Saturday, February 18, 2012
Corn Refiners Association Asks FDA To Consider Name Change For High-Fructose Corn Syrup
In mid-September, the Corn Refiners Association (CRA)—the national trade association representing the corn-refining industry of the United States—petitioned the U.S. Food and Drug Administration (FDA) to allow manufacturers the option of using “corn sugar” as an alternative name for high-fructose corn syrup (HFCS). Proposing the change, they say, is “an effort to help clarify the labeling of food products for consumers.”
“Consumers need to know what is in their foods and where their foods come from, and we want to be clear with them,” said CRA president Audrae Erickson in a press release. “The term ‘corn sugar’ succinctly and accurately describes what this natural ingredient is and where it comes from—corn.”
The CRA holds that contrary to widespread consumer perception, HFCS is a safe and affordable natural sweetener found in many popular products on grocery shelves. Compared with other commonly used nutritive sweeteners, including table sugar, honey and fruit juice concentrates, HFCS is not high in fructose, according to the CRA. “Like table sugar, it is roughly half glucose and half fructose and is metabolized by the body in the same way as regular table sugar. In fact, the high-fructose corn syrup that is used in many foods, such as baked goods, is lower in fructose than table sugar,” states the CRA.

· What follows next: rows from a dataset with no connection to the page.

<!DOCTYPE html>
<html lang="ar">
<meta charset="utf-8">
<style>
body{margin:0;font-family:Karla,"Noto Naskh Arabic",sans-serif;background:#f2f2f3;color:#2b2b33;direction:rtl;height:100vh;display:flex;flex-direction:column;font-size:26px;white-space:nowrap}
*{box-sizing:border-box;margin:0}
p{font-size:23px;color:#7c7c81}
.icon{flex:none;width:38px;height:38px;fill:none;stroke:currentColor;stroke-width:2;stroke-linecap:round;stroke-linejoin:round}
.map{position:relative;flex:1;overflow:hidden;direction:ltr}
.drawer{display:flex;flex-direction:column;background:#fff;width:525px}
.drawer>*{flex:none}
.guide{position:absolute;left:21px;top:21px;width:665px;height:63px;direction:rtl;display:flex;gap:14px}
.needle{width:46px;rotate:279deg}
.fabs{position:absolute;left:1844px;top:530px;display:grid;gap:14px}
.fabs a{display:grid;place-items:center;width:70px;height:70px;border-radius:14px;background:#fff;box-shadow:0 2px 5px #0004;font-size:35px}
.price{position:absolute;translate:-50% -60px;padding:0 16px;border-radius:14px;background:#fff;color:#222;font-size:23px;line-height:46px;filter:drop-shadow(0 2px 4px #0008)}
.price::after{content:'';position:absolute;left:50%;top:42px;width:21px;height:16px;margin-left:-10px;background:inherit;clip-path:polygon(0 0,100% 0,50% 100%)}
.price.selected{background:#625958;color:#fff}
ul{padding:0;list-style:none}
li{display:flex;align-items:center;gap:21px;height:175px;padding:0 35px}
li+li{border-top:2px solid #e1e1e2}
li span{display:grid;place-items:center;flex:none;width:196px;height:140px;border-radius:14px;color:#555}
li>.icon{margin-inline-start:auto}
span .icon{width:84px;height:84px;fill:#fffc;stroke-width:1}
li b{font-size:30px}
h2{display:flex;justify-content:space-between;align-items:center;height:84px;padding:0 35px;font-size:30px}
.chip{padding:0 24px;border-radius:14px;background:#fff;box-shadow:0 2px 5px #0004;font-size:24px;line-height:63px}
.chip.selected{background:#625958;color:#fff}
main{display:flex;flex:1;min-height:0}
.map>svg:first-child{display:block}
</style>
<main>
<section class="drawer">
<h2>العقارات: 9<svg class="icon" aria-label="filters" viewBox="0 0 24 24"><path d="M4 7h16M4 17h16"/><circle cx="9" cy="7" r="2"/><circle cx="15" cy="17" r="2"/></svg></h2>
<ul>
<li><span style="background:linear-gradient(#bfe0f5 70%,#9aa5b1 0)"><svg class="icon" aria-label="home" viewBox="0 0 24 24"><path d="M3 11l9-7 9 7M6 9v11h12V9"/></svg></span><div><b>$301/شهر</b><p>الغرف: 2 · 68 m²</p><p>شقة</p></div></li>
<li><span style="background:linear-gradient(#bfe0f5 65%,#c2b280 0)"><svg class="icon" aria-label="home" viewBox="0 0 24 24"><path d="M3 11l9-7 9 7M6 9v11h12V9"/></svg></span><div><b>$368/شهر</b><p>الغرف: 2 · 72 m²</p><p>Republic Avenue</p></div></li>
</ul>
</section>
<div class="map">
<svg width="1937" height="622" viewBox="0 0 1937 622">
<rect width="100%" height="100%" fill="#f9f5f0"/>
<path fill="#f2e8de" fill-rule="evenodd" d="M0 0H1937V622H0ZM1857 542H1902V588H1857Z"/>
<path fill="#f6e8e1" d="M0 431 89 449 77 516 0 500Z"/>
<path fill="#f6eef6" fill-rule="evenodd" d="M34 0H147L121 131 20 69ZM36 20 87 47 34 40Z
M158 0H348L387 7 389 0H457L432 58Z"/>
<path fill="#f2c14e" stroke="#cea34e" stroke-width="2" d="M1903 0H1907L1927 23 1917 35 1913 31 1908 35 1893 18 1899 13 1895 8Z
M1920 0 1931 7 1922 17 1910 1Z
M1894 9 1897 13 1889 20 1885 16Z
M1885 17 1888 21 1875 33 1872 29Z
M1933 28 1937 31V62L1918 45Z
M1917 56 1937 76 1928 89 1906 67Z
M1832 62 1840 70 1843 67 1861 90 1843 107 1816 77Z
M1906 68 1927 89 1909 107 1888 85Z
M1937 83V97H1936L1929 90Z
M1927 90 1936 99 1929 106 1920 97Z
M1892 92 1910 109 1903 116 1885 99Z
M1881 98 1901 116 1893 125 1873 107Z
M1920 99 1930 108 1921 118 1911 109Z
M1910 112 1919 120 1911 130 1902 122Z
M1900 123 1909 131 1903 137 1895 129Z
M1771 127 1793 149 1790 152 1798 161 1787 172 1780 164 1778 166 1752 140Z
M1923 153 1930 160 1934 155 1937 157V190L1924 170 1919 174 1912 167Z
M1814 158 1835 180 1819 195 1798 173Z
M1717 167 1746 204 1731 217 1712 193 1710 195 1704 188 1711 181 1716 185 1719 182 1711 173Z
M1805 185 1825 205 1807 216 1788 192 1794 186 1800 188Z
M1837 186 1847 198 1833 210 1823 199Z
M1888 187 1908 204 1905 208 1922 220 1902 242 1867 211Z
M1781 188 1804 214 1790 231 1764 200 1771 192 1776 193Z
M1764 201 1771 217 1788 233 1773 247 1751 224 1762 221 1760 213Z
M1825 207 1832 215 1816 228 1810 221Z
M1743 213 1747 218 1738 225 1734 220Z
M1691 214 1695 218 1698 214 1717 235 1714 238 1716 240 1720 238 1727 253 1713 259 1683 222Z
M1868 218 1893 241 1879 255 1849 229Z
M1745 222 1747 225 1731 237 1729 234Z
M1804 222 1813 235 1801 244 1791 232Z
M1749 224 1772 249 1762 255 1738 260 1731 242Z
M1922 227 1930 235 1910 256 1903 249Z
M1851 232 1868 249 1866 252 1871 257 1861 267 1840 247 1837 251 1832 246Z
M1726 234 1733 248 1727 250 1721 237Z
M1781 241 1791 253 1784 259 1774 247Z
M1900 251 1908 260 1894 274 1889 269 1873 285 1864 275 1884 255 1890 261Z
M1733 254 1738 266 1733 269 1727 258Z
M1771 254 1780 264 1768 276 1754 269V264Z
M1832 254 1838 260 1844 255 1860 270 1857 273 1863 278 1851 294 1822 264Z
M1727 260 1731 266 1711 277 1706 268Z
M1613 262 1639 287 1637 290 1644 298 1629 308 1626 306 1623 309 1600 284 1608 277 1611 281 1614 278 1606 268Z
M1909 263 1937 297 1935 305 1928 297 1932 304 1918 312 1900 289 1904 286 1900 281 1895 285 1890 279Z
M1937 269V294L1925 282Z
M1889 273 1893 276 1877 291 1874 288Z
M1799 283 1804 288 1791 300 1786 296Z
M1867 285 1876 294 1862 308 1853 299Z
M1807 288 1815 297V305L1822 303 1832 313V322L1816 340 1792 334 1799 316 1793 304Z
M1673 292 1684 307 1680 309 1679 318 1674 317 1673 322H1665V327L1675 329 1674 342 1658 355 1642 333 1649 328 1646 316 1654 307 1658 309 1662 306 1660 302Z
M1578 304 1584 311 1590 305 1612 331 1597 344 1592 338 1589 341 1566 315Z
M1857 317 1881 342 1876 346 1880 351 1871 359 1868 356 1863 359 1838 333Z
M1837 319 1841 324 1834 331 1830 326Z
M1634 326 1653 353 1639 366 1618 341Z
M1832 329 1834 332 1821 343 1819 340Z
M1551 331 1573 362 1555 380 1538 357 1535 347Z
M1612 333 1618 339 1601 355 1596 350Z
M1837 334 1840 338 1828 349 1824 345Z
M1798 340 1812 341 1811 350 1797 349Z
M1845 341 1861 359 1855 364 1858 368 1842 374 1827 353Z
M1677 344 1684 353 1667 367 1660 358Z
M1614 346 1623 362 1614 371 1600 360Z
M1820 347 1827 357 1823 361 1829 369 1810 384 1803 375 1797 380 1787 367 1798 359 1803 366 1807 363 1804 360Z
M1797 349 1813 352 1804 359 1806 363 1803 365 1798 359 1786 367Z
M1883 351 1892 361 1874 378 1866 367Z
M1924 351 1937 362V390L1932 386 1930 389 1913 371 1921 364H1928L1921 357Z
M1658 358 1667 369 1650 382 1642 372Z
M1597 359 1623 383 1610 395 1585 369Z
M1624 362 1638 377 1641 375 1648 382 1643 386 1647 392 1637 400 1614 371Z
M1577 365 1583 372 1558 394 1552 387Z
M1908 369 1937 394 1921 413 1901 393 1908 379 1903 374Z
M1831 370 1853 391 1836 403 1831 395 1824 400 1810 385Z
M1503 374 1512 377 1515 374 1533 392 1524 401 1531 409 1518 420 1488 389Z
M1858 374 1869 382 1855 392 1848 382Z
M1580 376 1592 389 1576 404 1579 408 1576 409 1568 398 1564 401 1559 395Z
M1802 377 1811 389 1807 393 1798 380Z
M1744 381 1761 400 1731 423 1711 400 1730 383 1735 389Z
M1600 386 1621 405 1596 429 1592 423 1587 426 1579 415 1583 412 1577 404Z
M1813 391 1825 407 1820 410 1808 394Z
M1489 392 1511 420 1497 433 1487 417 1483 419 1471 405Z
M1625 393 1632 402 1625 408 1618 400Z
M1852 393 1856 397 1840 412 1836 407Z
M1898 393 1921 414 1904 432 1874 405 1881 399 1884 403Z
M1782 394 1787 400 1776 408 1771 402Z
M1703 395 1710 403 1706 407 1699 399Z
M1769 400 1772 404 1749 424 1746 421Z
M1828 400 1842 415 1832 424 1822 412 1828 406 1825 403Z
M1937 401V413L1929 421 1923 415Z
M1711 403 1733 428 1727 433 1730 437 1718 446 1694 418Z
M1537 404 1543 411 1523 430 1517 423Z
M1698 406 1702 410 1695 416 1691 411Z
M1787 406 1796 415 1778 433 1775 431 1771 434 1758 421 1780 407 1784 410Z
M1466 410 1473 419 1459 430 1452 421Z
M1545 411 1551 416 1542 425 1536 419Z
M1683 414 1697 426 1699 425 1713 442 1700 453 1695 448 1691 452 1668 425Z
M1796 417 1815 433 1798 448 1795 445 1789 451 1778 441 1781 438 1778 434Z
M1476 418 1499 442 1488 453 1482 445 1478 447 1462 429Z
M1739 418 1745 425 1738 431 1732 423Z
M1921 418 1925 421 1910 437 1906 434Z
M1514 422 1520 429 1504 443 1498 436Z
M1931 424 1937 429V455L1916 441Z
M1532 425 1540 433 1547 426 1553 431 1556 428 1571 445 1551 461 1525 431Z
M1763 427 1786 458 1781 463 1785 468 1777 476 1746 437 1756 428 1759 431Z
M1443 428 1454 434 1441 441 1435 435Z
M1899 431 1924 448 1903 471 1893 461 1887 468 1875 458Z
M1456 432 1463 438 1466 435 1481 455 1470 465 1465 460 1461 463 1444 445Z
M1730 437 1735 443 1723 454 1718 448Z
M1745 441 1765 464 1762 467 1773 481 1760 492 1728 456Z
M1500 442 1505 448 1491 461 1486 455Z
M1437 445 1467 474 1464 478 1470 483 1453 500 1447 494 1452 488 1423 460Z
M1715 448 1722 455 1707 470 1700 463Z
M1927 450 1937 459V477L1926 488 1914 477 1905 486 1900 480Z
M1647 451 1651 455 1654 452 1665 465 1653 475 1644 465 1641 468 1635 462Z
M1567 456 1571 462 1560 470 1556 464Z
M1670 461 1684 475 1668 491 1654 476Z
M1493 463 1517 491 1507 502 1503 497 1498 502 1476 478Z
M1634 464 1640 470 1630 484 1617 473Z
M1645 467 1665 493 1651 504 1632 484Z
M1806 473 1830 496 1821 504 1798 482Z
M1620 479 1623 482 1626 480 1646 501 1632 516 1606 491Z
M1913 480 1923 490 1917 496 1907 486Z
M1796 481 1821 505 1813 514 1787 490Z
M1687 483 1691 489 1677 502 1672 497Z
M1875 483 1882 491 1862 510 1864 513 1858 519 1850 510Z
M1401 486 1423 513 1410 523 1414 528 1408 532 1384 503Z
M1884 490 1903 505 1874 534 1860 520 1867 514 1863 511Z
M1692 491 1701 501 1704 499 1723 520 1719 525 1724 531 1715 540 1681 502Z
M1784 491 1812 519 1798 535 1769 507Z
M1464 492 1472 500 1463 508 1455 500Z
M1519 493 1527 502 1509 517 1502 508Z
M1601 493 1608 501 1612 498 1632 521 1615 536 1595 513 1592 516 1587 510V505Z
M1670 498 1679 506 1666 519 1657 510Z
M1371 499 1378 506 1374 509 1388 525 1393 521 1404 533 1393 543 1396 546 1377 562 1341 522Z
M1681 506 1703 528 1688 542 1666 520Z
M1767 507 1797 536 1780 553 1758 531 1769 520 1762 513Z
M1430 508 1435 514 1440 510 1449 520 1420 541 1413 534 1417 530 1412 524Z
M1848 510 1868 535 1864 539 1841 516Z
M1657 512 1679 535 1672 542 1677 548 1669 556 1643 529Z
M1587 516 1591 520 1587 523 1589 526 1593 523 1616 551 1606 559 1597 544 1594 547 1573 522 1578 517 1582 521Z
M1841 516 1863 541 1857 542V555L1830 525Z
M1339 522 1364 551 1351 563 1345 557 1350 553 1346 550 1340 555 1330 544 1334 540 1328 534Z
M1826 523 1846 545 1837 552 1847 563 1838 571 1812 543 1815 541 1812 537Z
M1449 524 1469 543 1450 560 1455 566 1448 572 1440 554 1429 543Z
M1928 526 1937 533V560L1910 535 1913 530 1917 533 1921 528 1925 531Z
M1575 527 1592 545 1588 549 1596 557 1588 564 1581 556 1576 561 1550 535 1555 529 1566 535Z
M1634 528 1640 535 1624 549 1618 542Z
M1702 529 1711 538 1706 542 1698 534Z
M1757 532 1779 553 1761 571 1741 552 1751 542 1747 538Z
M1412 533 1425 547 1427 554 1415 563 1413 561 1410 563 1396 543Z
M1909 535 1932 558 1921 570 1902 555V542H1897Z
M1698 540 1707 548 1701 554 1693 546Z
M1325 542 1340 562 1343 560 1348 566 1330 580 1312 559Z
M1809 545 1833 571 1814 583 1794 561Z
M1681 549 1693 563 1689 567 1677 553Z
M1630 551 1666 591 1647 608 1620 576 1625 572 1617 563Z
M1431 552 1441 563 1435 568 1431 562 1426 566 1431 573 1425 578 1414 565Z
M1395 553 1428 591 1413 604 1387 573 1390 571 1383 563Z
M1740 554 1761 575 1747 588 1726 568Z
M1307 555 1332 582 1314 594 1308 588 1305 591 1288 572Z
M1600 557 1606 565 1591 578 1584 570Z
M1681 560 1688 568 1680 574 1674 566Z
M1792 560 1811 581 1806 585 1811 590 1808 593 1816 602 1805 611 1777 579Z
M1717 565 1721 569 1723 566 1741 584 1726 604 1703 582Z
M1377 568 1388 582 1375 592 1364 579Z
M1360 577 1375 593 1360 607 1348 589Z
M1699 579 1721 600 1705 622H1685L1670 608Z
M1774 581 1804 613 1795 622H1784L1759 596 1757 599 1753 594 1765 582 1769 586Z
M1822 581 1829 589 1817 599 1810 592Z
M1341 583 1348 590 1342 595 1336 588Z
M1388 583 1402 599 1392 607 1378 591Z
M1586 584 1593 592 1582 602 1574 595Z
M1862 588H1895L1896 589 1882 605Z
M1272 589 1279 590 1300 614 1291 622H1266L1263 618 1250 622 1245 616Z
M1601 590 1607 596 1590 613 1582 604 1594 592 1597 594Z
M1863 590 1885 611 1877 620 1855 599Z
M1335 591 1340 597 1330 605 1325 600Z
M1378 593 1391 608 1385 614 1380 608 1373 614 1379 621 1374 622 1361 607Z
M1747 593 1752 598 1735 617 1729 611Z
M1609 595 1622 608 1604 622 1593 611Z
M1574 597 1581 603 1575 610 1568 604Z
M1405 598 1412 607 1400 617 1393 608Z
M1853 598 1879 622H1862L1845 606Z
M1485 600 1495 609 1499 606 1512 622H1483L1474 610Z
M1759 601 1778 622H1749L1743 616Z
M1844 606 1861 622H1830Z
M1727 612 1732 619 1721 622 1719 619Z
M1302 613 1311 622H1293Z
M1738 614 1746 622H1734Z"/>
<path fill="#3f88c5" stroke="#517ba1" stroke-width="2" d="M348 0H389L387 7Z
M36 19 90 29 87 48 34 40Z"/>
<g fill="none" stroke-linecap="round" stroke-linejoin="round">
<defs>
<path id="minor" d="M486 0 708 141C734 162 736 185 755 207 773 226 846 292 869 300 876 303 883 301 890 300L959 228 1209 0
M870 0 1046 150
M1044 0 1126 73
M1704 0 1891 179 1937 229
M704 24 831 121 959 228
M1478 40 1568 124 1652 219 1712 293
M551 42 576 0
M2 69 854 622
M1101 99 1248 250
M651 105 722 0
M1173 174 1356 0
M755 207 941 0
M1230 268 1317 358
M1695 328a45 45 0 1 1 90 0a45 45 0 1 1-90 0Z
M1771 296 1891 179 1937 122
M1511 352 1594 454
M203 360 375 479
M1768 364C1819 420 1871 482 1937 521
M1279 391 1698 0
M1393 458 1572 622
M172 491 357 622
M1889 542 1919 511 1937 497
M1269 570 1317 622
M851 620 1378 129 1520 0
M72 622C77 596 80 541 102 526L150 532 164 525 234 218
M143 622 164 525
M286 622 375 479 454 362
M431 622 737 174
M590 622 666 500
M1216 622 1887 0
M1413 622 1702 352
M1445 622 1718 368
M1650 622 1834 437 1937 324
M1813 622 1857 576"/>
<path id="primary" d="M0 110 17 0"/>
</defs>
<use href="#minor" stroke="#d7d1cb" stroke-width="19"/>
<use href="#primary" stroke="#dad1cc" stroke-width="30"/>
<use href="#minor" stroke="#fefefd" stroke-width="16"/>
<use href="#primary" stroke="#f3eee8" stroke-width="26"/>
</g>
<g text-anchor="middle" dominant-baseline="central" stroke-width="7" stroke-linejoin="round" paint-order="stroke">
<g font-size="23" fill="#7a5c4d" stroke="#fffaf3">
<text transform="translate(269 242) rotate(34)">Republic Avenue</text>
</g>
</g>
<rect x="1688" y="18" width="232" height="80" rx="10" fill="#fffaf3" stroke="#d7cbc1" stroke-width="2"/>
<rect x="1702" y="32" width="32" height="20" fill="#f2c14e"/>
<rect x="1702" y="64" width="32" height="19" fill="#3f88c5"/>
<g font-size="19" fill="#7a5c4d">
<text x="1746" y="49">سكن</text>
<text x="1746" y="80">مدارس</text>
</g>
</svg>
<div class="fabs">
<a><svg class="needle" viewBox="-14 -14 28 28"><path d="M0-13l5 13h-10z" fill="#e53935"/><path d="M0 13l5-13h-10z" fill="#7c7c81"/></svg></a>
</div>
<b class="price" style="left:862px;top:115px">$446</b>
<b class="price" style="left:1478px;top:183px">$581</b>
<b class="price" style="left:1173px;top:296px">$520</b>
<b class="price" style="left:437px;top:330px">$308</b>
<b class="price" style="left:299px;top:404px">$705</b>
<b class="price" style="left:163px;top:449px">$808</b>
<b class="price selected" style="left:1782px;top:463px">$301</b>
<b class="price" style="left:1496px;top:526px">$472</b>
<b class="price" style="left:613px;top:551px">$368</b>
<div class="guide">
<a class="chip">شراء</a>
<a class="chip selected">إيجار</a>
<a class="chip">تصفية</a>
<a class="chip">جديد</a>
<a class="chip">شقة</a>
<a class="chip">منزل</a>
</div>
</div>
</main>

High-fructose corn syrup generally has gotten a bad rap, observes Pamela Nisevich Bede, MS, RD, CSSD, LD, nutrition consultant with www.swimbikeruneat.com in Beavercreek, Ohio. “Most research suggests that this ingredient in particular cannot be directly linked with the onslaught of obesity,” she says. “Some researchers have noted a correlation between increased consumption of HFCS and the rise in obesity over the last 30 years. However, a group of experts from the Center for Food, Nutrition, and Agriculture Policy at the University of Maryland, College Park, recently examined all the evidence and concluded that HFCS is not uniquely fattening and does not contribute to overweight or obesity any differently than other caloric foods (www.IFIC.org).”
In general, Bede points out, consumers should know that HFCS is found in many products, but a lot of them—such as soda and other high-calorie items—are considered empty-calorie foods. “The obesity epidemic is multifaceted and involves components other than HFCS, including a lack of physical activity and a diet that is excessive in overall calorie intake. It should be noted that HFCS, like table sugar and other sweeteners, is generally recognized as safe,” she says.
The bottom line for Bede? “All consumers should be striving to reduce the overall amount of empty calories in the diet, whether these calories come from HFCS, maple syrup, table sugar, deep-fried foods, trans fats—you name it. When HFCS and other sugars are consumed within the boundaries of a healthy, balanced diet and an active lifestyle, the risk of obesity is lessened. When excess calories (regardless of the source) are consumed alongside a sedentary pattern of living and lack of exercise, obesity is more likely to occur.”